╭──

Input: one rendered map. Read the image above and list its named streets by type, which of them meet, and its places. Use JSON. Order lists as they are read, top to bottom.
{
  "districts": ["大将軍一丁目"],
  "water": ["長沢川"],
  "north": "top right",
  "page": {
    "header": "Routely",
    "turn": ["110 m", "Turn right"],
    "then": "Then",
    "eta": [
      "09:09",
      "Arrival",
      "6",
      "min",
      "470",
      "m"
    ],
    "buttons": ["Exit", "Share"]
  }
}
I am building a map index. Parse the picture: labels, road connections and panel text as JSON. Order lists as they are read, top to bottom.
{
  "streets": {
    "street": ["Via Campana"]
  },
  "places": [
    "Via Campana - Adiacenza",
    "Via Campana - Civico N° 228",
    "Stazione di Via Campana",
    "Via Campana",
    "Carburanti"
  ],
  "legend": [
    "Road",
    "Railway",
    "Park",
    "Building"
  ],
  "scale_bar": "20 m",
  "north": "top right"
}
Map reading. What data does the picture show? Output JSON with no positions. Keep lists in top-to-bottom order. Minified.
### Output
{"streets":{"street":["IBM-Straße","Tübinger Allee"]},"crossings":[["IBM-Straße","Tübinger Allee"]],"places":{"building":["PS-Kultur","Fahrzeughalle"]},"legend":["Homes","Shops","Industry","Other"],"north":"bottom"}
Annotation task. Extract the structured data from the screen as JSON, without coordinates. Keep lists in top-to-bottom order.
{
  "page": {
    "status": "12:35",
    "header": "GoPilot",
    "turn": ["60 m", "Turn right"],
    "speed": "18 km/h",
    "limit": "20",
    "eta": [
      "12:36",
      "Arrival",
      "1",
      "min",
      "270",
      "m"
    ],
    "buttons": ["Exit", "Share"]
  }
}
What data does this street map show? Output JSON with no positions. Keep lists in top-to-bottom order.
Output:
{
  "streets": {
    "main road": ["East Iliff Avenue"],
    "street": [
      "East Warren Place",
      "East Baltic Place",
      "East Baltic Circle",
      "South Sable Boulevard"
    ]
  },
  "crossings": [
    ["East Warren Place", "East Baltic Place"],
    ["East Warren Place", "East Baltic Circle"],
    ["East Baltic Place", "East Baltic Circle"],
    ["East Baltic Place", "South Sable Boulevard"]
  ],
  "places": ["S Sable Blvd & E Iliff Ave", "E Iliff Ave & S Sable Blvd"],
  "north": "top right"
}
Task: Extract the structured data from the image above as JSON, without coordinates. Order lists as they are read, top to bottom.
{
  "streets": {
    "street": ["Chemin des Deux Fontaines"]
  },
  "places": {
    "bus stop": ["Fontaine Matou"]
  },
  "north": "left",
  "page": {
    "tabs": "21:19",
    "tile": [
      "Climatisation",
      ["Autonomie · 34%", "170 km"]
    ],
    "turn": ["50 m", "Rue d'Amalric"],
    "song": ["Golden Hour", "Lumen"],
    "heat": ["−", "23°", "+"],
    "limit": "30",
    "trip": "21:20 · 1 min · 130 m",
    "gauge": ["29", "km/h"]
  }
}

╰──

*Required work*:
Each line above that contains the word "positions" should be returned.

*Response to this task*:
Map reading. What data does the picture show? Output JSON with no positions. Keep lists in top-to-bottom order. Minified.
What data does this street map show? Output JSON with no positions. Keep lists in top-to-bottom order.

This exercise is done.